• [EXERCISE AIM]:
Pull each line with the string "Minified" from the entries.

• [SOURCE DATA]:
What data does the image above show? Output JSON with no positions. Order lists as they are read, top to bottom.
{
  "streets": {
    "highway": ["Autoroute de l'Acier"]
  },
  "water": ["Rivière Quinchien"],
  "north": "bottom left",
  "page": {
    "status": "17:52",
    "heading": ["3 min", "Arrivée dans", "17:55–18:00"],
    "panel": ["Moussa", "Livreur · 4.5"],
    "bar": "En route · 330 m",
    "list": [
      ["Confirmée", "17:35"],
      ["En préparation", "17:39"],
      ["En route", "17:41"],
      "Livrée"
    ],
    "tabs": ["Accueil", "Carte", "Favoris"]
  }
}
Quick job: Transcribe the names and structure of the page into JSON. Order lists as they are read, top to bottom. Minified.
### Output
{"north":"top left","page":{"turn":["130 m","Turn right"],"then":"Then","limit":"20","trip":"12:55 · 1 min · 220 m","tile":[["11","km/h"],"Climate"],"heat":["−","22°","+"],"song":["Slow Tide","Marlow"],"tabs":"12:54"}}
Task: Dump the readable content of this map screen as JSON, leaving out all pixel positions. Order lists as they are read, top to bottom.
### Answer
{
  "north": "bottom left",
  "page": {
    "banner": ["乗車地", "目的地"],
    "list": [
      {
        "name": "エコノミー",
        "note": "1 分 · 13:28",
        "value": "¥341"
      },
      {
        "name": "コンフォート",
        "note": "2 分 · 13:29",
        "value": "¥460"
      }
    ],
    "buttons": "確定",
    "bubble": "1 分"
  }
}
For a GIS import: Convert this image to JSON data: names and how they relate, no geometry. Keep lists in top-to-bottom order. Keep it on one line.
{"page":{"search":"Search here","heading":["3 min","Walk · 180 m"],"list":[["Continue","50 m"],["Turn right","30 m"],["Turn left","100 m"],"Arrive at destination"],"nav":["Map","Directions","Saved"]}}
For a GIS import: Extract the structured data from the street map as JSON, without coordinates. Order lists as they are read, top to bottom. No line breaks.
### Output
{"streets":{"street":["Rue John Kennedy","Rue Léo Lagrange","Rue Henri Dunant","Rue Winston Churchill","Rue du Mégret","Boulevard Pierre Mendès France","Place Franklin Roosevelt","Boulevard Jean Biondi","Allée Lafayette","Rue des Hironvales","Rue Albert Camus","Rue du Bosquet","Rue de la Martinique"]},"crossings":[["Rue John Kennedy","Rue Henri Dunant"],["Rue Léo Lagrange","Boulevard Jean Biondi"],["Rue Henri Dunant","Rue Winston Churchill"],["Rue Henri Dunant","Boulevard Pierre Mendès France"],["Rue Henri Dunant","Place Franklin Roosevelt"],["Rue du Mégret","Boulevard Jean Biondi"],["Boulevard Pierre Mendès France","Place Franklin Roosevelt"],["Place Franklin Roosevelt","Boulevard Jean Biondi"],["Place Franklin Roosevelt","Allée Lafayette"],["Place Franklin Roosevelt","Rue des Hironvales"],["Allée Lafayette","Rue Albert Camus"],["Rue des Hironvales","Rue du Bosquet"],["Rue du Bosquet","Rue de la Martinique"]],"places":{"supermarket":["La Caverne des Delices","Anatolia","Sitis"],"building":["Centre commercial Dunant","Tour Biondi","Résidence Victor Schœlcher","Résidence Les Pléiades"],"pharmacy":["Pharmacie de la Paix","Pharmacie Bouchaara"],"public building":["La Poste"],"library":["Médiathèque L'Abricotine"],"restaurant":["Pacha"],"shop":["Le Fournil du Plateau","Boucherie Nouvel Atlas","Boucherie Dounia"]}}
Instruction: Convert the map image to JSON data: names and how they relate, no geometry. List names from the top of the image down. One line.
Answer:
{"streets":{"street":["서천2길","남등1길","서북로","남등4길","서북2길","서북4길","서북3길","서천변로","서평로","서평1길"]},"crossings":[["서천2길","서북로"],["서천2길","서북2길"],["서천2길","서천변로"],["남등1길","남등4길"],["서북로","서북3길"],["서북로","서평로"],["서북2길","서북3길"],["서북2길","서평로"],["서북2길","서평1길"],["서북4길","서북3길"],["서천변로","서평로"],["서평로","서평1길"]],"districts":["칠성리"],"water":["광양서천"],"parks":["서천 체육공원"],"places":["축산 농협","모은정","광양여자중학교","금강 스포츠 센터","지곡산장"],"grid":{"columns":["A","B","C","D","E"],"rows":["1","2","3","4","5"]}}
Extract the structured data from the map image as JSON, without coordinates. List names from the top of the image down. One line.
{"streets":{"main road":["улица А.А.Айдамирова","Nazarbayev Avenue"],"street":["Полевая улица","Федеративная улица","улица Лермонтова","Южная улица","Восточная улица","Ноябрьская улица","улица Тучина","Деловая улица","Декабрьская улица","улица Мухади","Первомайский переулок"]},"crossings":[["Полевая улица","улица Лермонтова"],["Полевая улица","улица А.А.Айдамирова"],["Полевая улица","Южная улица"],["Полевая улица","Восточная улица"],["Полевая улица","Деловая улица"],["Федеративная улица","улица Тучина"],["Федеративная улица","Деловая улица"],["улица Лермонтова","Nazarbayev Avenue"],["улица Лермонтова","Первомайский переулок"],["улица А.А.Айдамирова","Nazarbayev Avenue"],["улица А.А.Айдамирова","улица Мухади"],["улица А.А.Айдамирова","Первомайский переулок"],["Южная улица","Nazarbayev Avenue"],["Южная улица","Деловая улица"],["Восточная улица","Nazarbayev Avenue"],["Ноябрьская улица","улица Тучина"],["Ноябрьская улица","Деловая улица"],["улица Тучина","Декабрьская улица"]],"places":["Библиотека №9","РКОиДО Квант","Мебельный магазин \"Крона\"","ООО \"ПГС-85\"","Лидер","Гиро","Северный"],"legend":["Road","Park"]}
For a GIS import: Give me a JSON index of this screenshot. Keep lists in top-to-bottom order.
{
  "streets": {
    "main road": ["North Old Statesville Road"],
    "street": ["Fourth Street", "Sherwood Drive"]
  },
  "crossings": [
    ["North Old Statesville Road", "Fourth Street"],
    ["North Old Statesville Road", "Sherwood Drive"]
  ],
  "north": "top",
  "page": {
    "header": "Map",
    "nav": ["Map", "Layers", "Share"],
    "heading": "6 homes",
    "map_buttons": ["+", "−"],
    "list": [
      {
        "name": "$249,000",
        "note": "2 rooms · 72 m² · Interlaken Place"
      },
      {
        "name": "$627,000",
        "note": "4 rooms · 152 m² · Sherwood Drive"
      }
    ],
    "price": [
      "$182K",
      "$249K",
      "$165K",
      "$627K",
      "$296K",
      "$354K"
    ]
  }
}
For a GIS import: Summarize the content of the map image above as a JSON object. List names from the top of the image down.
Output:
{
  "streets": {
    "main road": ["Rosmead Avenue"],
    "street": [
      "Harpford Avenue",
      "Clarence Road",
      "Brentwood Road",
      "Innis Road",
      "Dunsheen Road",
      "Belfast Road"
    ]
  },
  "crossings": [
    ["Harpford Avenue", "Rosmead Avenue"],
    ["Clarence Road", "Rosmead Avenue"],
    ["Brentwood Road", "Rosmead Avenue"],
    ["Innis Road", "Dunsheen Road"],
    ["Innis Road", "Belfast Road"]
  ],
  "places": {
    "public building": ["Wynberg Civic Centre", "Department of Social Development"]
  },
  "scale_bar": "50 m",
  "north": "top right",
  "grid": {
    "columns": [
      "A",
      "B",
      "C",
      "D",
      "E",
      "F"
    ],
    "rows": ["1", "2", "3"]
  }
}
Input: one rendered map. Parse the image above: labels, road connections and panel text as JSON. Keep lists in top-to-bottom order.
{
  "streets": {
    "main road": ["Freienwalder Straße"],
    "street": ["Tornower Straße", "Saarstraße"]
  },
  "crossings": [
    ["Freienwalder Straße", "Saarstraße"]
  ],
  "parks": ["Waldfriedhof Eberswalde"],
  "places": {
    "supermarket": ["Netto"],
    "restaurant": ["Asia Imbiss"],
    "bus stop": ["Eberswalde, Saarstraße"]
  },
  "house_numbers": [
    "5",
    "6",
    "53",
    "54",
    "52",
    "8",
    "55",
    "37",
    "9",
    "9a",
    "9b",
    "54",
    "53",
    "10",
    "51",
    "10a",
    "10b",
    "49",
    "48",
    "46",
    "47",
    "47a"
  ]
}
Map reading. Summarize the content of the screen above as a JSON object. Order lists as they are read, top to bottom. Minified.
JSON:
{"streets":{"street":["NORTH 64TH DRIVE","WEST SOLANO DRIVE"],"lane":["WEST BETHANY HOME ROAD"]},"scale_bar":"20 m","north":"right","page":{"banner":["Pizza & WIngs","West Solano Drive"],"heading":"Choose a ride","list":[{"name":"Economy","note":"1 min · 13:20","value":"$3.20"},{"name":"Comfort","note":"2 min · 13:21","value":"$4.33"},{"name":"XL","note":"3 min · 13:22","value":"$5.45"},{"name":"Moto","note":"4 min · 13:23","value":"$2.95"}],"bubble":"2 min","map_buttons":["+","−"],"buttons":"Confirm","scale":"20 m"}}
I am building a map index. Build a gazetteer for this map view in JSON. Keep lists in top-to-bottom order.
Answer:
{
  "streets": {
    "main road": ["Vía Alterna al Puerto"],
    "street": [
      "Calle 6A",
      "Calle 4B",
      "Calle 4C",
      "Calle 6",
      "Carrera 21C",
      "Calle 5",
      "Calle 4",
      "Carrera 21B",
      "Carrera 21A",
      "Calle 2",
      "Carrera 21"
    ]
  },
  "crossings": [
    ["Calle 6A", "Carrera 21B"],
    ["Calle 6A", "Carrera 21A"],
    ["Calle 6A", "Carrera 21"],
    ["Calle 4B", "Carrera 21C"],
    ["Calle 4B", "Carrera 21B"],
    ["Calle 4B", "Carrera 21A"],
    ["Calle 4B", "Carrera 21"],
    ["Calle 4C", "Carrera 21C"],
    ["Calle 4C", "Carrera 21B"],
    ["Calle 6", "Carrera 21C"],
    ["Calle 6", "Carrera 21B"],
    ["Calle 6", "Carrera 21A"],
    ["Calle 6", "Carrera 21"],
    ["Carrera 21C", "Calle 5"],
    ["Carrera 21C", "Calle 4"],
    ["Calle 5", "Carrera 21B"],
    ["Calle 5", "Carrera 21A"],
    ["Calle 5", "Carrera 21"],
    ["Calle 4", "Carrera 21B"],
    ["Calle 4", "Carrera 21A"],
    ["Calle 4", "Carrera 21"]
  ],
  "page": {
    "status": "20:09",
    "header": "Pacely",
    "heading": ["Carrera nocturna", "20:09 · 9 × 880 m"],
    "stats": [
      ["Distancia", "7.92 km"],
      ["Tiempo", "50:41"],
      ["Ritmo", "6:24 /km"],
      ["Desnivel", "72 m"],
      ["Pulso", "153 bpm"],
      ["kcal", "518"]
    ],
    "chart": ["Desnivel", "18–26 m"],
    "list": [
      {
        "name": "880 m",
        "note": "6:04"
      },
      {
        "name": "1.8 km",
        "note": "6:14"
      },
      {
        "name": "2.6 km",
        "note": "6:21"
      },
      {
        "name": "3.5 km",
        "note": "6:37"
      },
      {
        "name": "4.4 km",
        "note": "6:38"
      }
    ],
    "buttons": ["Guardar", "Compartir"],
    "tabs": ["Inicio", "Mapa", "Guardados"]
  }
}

• [RESPONSE TO THIS EXERCISE]:
Quick job: Transcribe the names and structure of the page into JSON. Order lists as they are read, top to bottom. Minified.
Map reading. Summarize the content of the screen above as a JSON object. Order lists as they are read, top to bottom. Minified.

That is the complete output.